### Task to complete
For the entries below, return every line from the top through the line with "position:absolute; left:21px; top:1157px;" exactly as it stands, omitting pictures.

### Records
- Opening Delimiter -

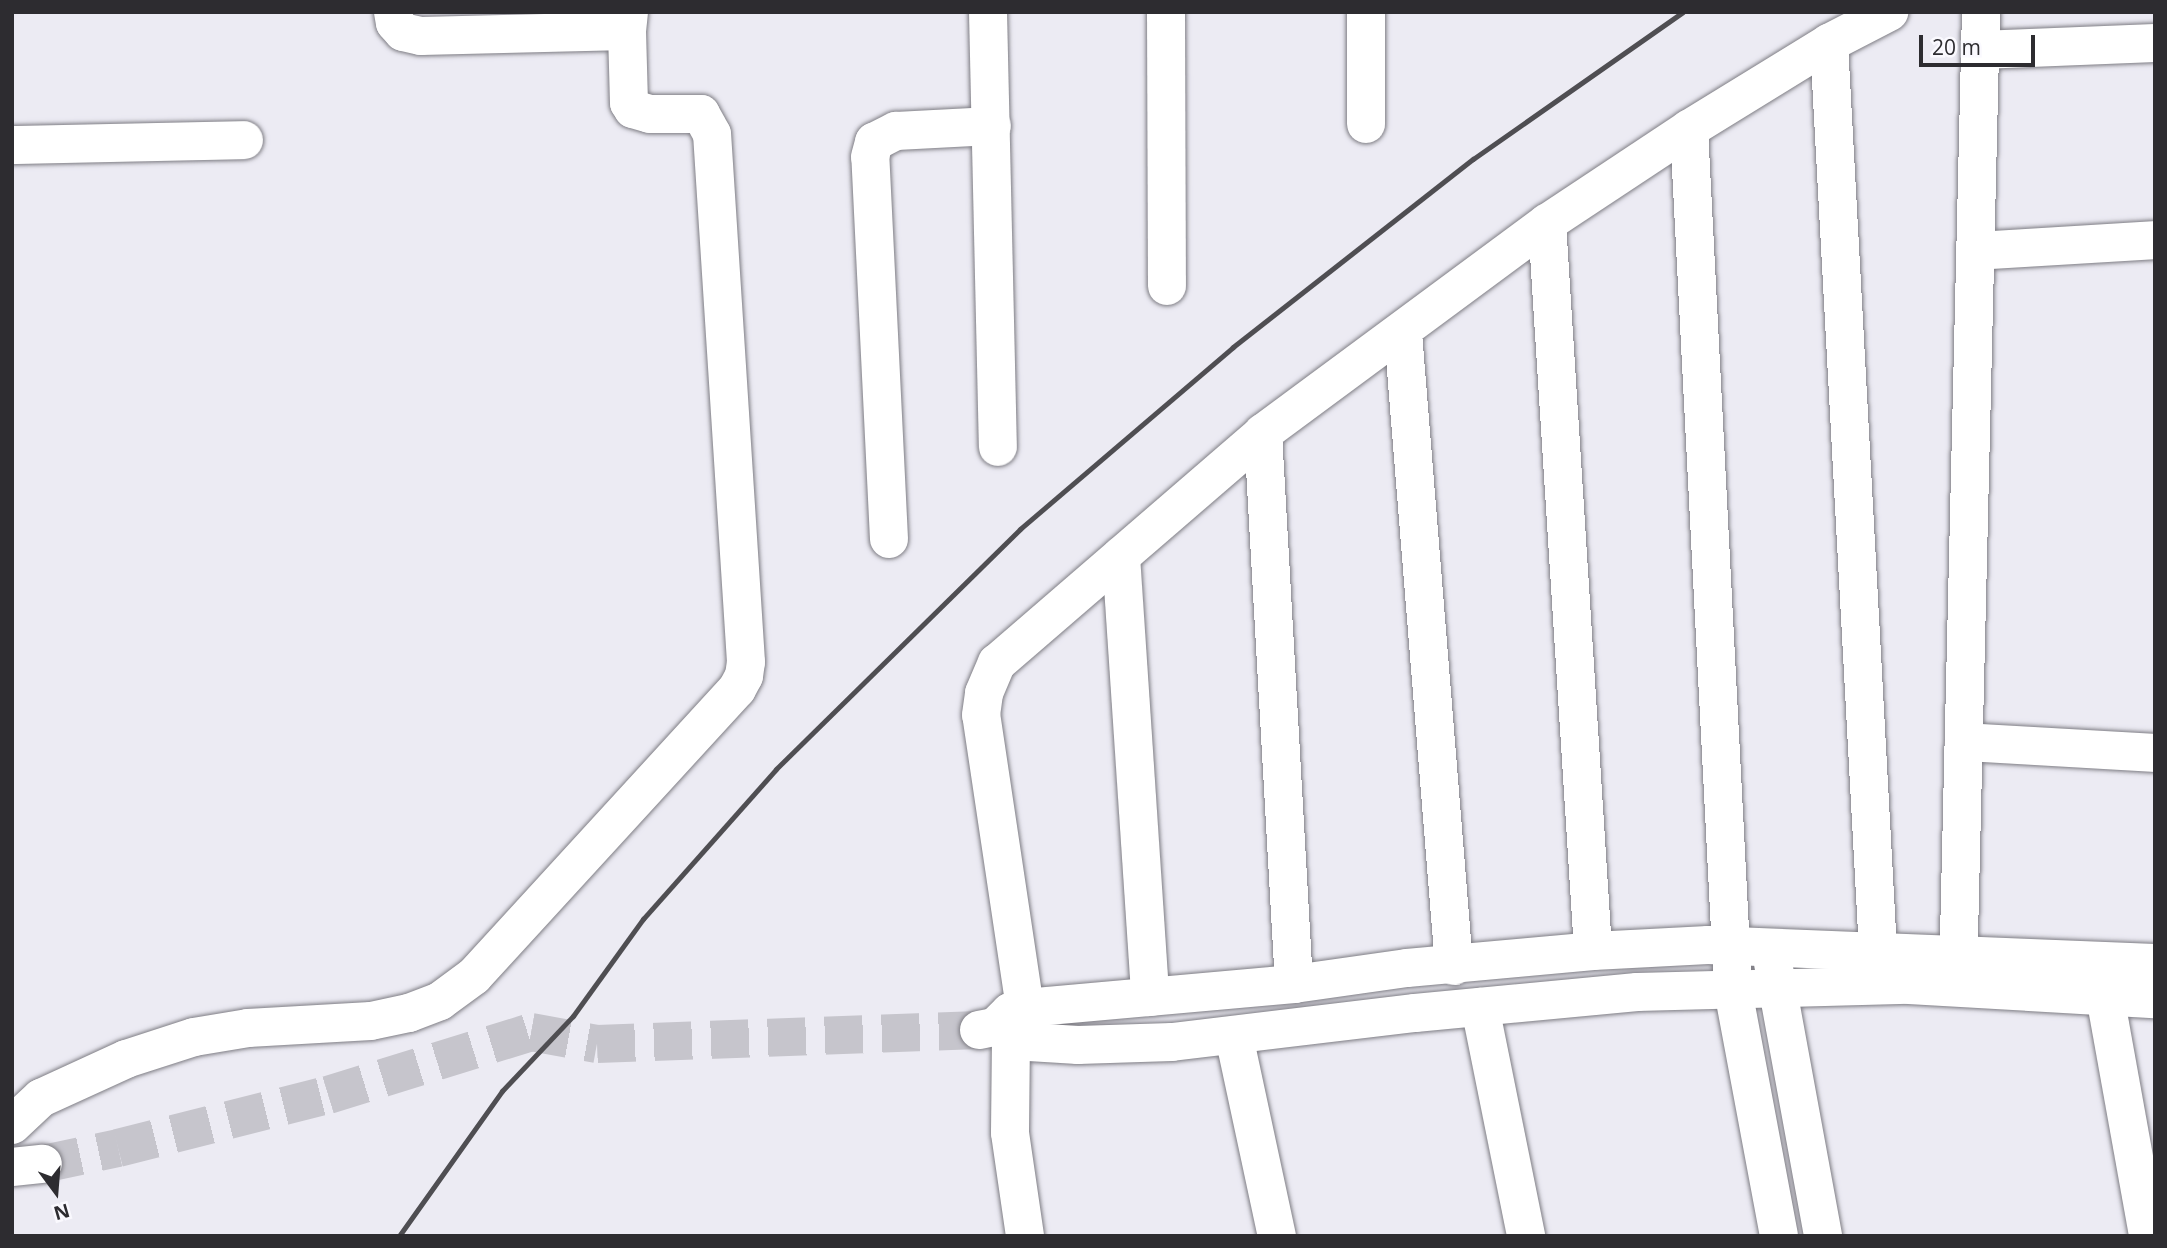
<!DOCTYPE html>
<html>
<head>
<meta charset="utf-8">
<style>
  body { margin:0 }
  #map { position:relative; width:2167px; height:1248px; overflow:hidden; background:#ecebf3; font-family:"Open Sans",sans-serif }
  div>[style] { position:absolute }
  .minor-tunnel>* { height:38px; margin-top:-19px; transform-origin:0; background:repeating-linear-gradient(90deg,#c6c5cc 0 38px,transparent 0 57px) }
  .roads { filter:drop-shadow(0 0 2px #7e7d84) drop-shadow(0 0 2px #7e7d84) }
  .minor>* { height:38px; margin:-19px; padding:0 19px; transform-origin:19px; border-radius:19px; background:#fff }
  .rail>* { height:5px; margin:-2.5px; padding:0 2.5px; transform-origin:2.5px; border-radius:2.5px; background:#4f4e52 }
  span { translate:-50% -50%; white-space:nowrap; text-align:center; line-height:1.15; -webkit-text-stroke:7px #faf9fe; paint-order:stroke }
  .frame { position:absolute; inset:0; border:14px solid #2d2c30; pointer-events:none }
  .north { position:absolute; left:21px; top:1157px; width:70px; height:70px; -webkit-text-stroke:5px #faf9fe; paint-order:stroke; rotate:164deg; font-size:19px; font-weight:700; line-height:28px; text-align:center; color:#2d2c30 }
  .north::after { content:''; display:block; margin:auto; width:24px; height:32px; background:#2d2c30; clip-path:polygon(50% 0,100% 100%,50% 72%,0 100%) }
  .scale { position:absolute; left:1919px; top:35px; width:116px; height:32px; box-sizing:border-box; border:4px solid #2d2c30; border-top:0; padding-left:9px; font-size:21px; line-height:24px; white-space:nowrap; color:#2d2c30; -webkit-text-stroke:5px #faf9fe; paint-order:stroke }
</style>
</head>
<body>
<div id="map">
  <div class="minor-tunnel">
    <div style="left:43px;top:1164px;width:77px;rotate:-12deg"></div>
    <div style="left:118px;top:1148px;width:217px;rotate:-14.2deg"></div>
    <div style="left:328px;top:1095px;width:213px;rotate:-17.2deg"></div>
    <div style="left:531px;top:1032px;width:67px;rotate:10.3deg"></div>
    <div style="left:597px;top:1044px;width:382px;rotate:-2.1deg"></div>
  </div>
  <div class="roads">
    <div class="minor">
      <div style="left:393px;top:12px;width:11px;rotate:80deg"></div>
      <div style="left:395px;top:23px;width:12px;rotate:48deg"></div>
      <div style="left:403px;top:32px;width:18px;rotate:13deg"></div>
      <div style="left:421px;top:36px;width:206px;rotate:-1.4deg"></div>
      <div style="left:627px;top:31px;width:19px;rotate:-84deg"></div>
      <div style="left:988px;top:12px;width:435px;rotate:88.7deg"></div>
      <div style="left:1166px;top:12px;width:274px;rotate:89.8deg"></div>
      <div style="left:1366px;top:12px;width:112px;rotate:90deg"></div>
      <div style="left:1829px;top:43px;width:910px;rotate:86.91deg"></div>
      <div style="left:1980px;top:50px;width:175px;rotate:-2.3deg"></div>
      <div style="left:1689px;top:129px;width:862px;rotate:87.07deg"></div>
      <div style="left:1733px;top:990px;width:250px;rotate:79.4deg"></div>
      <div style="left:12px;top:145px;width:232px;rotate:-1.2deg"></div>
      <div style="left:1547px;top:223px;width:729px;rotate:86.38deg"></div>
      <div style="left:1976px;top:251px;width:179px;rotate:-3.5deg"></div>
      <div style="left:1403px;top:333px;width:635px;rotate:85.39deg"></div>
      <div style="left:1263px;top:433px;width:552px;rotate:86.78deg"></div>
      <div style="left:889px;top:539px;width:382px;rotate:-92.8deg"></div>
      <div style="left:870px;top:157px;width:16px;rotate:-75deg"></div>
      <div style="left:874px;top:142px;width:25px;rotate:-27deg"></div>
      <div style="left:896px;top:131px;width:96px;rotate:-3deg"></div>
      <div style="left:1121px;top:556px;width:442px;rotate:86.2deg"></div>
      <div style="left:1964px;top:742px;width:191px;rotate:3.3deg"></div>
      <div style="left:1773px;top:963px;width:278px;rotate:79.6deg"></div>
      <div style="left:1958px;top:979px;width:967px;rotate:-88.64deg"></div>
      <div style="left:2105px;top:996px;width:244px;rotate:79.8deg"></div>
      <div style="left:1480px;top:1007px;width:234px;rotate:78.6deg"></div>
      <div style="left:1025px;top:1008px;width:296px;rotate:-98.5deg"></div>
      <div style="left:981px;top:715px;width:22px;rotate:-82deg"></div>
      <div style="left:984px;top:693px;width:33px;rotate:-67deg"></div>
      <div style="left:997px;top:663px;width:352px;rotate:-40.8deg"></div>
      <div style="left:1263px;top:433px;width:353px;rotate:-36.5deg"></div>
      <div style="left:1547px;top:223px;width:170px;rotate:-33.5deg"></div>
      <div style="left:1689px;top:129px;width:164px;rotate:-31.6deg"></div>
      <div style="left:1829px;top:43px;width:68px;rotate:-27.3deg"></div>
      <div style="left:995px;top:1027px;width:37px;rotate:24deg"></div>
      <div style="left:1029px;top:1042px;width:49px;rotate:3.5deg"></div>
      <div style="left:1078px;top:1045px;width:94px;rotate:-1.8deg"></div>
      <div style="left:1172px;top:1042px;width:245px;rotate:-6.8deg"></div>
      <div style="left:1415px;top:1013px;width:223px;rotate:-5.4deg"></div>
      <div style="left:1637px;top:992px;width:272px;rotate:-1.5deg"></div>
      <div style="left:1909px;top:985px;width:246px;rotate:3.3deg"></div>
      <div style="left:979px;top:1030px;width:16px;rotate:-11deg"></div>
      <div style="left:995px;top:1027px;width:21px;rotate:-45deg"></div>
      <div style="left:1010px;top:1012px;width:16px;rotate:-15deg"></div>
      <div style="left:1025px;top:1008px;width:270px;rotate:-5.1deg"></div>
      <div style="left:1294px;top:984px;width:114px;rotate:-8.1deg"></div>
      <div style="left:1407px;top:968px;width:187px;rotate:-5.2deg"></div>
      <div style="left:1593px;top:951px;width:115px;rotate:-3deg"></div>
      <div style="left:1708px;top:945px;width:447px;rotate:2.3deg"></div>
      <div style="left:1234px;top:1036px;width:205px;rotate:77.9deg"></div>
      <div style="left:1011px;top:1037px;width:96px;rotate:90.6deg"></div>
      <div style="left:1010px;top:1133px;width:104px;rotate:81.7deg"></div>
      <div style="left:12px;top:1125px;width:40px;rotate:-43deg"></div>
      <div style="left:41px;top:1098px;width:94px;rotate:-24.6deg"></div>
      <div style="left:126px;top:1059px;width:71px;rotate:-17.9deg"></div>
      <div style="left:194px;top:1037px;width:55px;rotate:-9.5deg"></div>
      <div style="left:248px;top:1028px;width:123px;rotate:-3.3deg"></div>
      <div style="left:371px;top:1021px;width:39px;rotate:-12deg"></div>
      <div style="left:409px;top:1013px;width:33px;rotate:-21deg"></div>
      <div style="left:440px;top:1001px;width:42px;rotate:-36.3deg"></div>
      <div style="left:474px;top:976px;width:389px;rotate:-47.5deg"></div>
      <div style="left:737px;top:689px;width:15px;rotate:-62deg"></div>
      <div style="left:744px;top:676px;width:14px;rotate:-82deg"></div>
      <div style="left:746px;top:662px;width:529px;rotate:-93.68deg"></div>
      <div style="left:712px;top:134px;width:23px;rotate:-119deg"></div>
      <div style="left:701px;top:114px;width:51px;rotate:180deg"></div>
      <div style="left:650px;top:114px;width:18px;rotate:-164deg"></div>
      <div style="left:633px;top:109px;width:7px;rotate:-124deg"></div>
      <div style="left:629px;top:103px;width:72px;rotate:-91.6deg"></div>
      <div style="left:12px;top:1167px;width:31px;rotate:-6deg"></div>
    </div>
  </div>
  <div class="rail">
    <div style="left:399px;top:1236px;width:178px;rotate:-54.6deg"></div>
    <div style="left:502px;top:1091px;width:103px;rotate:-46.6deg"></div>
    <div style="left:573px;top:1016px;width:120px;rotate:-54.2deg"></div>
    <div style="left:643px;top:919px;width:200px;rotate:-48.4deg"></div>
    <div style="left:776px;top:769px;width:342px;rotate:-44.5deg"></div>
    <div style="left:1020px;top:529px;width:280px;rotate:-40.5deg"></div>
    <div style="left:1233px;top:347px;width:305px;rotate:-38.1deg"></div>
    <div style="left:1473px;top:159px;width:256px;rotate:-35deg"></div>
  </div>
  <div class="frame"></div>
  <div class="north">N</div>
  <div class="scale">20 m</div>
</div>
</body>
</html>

- Closing Delimiter -

### Exercise output
<!DOCTYPE html>
<html>
<head>
<meta charset="utf-8">
<style>
  body { margin:0 }
  #map { position:relative; width:2167px; height:1248px; overflow:hidden; background:#ecebf3; font-family:"Open Sans",sans-serif }
  div>[style] { position:absolute }
  .minor-tunnel>* { height:38px; margin-top:-19px; transform-origin:0; background:repeating-linear-gradient(90deg,#c6c5cc 0 38px,transparent 0 57px) }
  .roads { filter:drop-shadow(0 0 2px #7e7d84) drop-shadow(0 0 2px #7e7d84) }
  .minor>* { height:38px; margin:-19px; padding:0 19px; transform-origin:19px; border-radius:19px; background:#fff }
  .rail>* { height:5px; margin:-2.5px; padding:0 2.5px; transform-origin:2.5px; border-radius:2.5px; background:#4f4e52 }
  span { translate:-50% -50%; white-space:nowrap; text-align:center; line-height:1.15; -webkit-text-stroke:7px #faf9fe; paint-order:stroke }
  .frame { position:absolute; inset:0; border:14px solid #2d2c30; pointer-events:none }
  .north { position:absolute; left:21px; top:1157px; width:70px; height:70px; -webkit-text-stroke:5px #faf9fe; paint-order:stroke; rotate:164deg; font-size:19px; font-weight:700; line-height:28px; text-align:center; color:#2d2c30 }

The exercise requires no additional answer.